As I mentioned elsewhere in this thread, the entire founding political mythology of the United States is pretty much "The Parliament of the UK tried to regulate our freedom of speech without even giving us a vote, and that was intolerable." Specifically, the Stamp Act was seen as suppressing the right of the American colonies to engage in political speech. (This wasn't the only reason for the Revolutionary War, but it's one of the ones we still remember. We remember it in part because laws regulating the publishers of political pamphlets get complained about in political pamphlets.)

This isn't a political issue in the normal sense. It's more like Guy Fawkes and the "gunpowder treason and plot." The one thing that the "Tea Party" and the "No Kings" protestors can probably still agree about is that the Stamp Act was bad, because this issue is part of the fundamental political mythology of the country. "The British Parliament does not get to regulate our speech" is right up there with "The President does not get to wear a crown."

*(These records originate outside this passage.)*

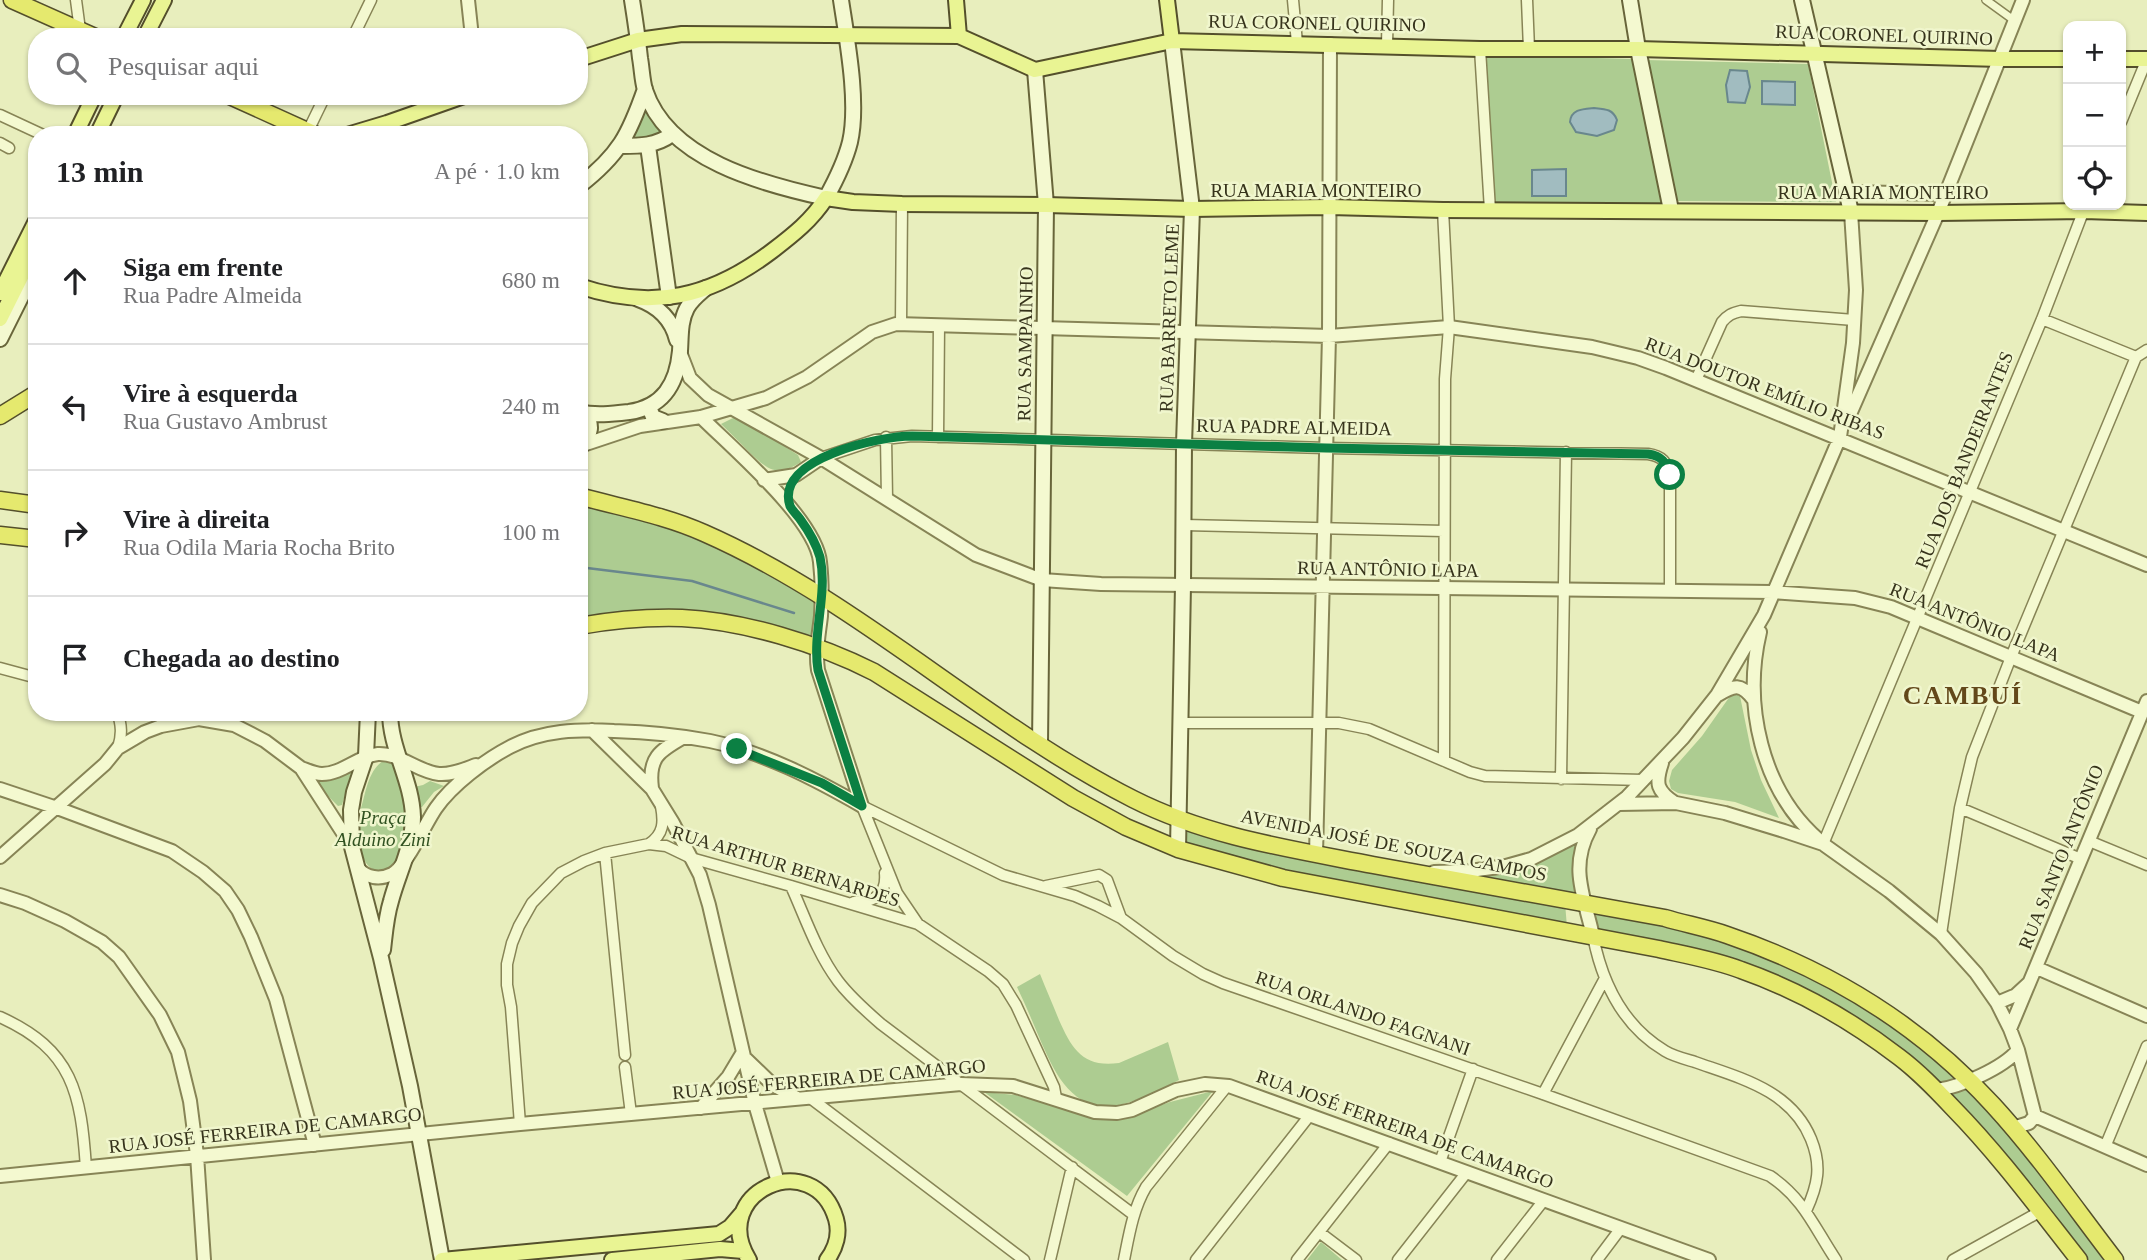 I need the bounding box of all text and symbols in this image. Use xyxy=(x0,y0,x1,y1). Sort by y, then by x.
street label: RUA CORONEL QUIRINO xyxy=(1208,11,1426,35)
street label: RUA CORONEL QUIRINO xyxy=(1775,21,1993,49)
map controls xyxy=(2063,21,2126,210)
button: + xyxy=(2063,21,2126,84)
search box xyxy=(28,28,588,105)
icon: search xyxy=(52,48,90,86)
text: Pesquisar aqui xyxy=(108,52,259,81)
button: − xyxy=(2063,84,2126,147)
button: locate xyxy=(2063,147,2126,210)
text: 13 min xyxy=(56,155,144,188)
text: A pé · 1.0 km xyxy=(434,159,560,184)
street label: RUA MARIA MONTEIRO xyxy=(1210,180,1422,201)
street label: RUA MARIA MONTEIRO xyxy=(1777,182,1989,203)
street label: RUA BARRETO LEME xyxy=(1155,223,1183,413)
text: Siga em frente xyxy=(123,253,283,282)
icon: ahead xyxy=(56,262,94,300)
street label: RUA SAMPAINHO xyxy=(1013,266,1037,422)
text: 680 m xyxy=(502,268,560,293)
text: Rua Padre Almeida xyxy=(123,283,302,308)
street label: RUA DOUTOR EMÍLIO RIBAS xyxy=(1642,333,1888,443)
street label: RUA DOS BANDEIRANTES xyxy=(1911,348,2017,572)
text: Vire à esquerda xyxy=(123,379,298,408)
icon: left xyxy=(56,388,94,426)
text: 240 m xyxy=(502,394,560,419)
text: Rua Gustavo Ambrust xyxy=(123,409,327,434)
street label: RUA PADRE ALMEIDA xyxy=(1196,415,1392,439)
route start xyxy=(1654,459,1685,490)
text: Vire à direita xyxy=(123,505,270,534)
icon: right xyxy=(56,514,94,552)
text: 100 m xyxy=(502,520,560,545)
text: Rua Odila Maria Rocha Brito xyxy=(123,535,395,560)
street label: RUA ANTÔNIO LAPA xyxy=(1297,557,1479,581)
street label: RUA ANTÔNIO LAPA xyxy=(1887,578,2064,666)
icon: arrive xyxy=(56,640,94,678)
text: Chegada ao destino xyxy=(123,644,340,673)
district label: CAMBUÍ xyxy=(1903,681,2023,710)
route end xyxy=(721,733,752,764)
street label: RUA SANTO ANTÔNIO xyxy=(2014,762,2108,952)
street label: AVENIDA JOSÉ DE SOUZA CAMPOS xyxy=(1239,805,1549,885)
park label: Praça Alduino Zini xyxy=(333,807,431,850)
street label: RUA ARTHUR BERNARDES xyxy=(669,821,903,911)
street label: RUA ORLANDO FAGNANI xyxy=(1253,966,1473,1060)
street label: RUA JOSÉ FERREIRA DE CAMARGO xyxy=(671,1055,987,1103)
street label: RUA JOSÉ FERREIRA DE CAMARGO xyxy=(1254,1065,1556,1193)
street label: RUA JOSÉ FERREIRA DE CAMARGO xyxy=(107,1103,423,1157) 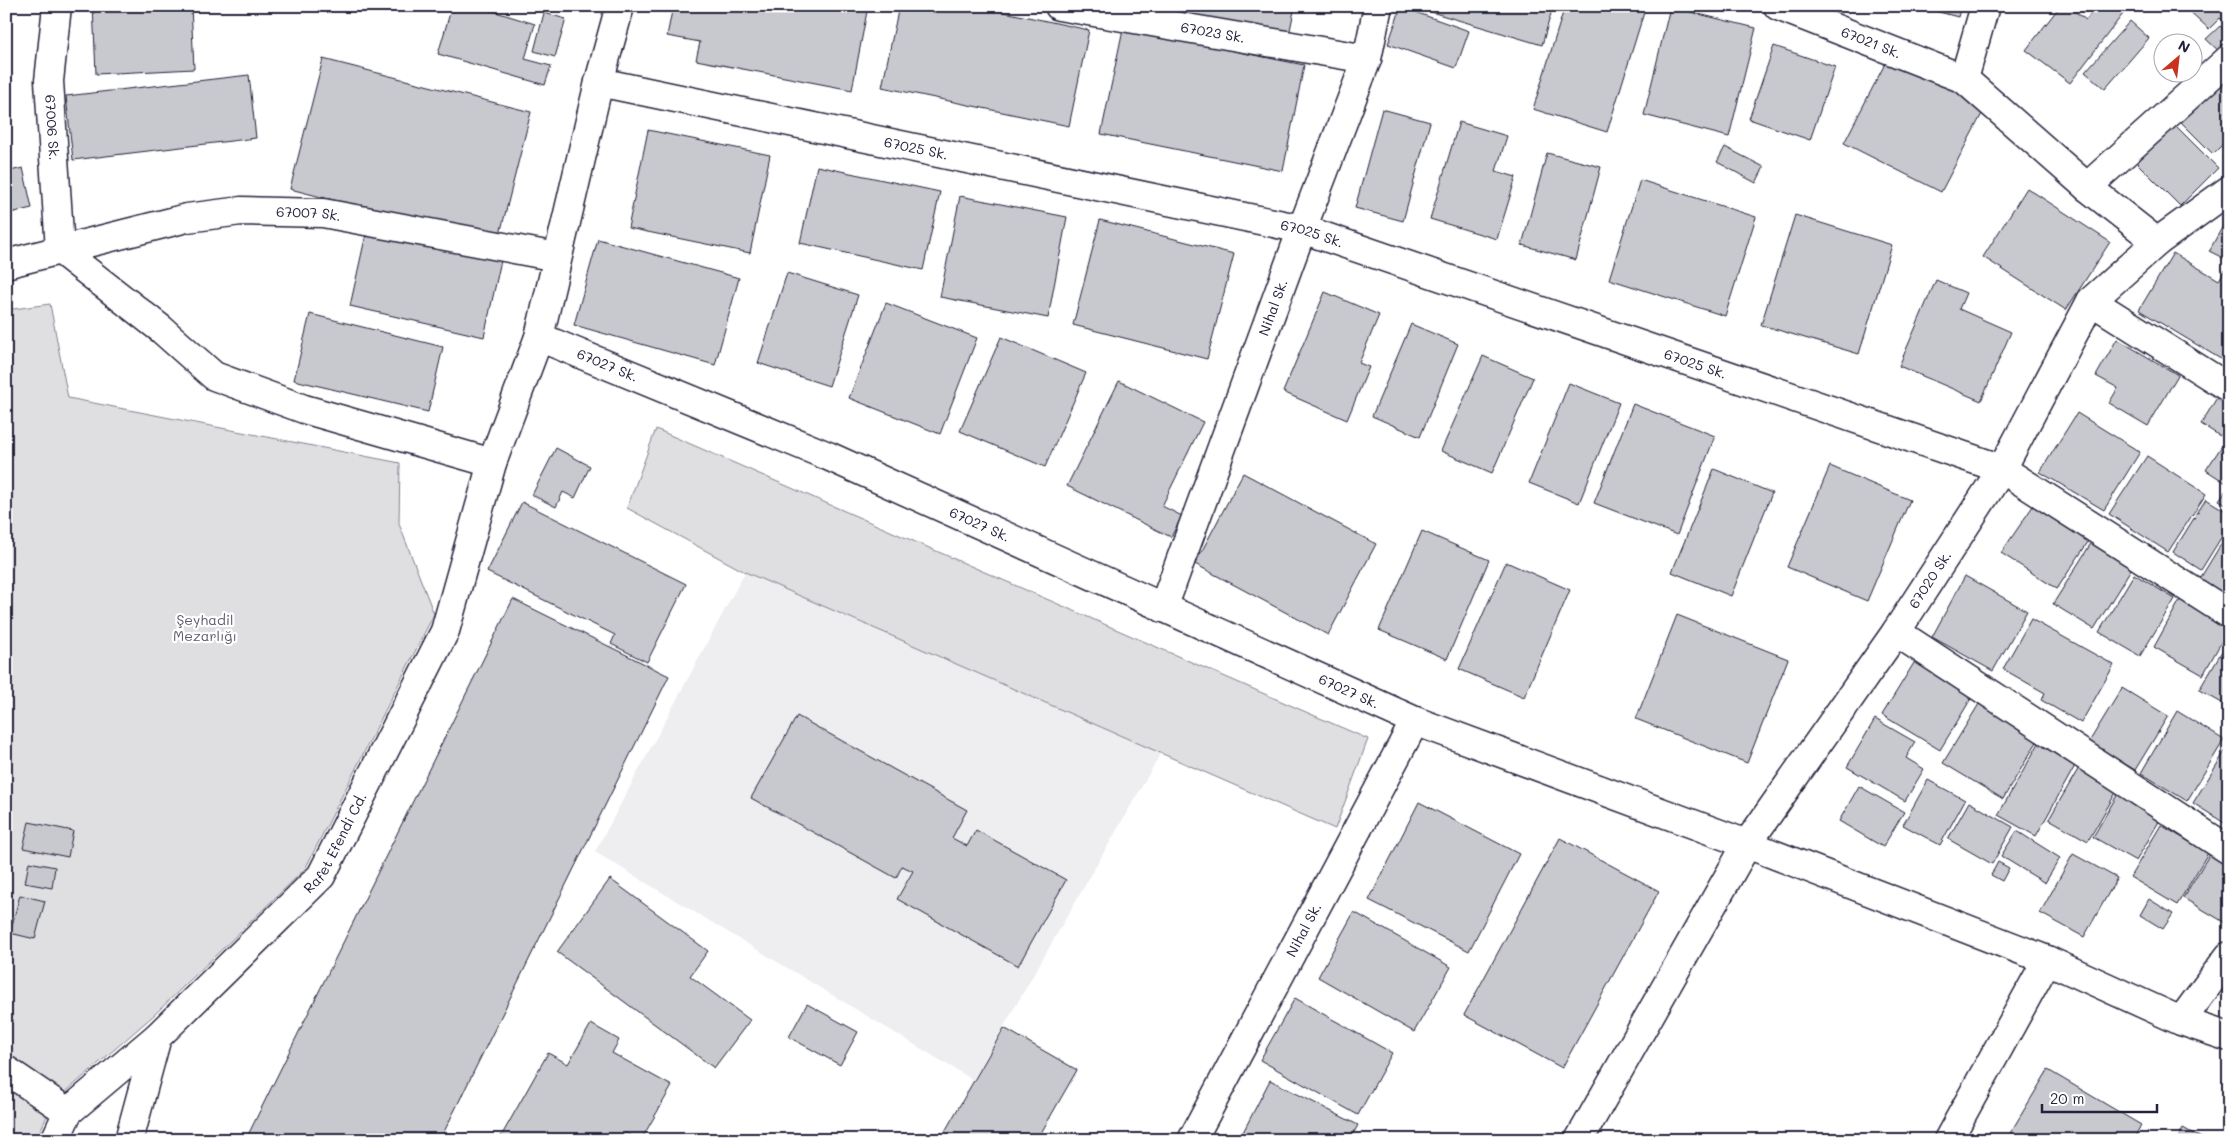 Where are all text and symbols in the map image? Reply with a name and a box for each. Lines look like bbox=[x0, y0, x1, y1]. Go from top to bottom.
street label: 67023 Sk. bbox=[1179, 17, 1246, 47]
street label: 67021 Sk. bbox=[1838, 22, 1904, 62]
north arrow bbox=[2152, 32, 2202, 82]
text: N bbox=[2175, 35, 2193, 57]
street label: 67006 Sk. bbox=[41, 94, 64, 161]
street label: 67025 Sk. bbox=[883, 132, 950, 164]
street label: 67007 Sk. bbox=[276, 202, 343, 225]
street label: 67025 Sk. bbox=[1279, 215, 1346, 252]
street label: Nihal Sk. bbox=[1254, 277, 1292, 338]
street label: 67027 Sk. bbox=[574, 344, 641, 386]
street label: 67025 Sk. bbox=[1662, 344, 1729, 383]
street label: 67027 Sk. bbox=[947, 502, 1013, 546]
street label: 67020 Sk. bbox=[1904, 547, 1955, 612]
park label: Şeyhadil Mezarlığı bbox=[173, 610, 237, 645]
street label: 67027 Sk. bbox=[1316, 669, 1382, 713]
street label: Rafet Efendi Cd. bbox=[299, 789, 371, 897]
street label: Nihal Sk. bbox=[1281, 899, 1326, 960]
scale bar bbox=[2042, 1081, 2158, 1113]
text: 20 m bbox=[2050, 1088, 2084, 1108]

This is not a fight that the UK government can actually win, not in the long run. Any US politician who allows Parliament to regulate the speech of a US citizen will find themselves in the awkward position of British politician who proposed a national monument to Guy Fawkes. Allowing this is "Un-American" in these sense that it goes almost directly against our founding patriotic mythology and symbolism.

The UK should just accept the geo-IP block of the UK as a compromise, and walk away. This particular fight isn't worth it. Trust me on this.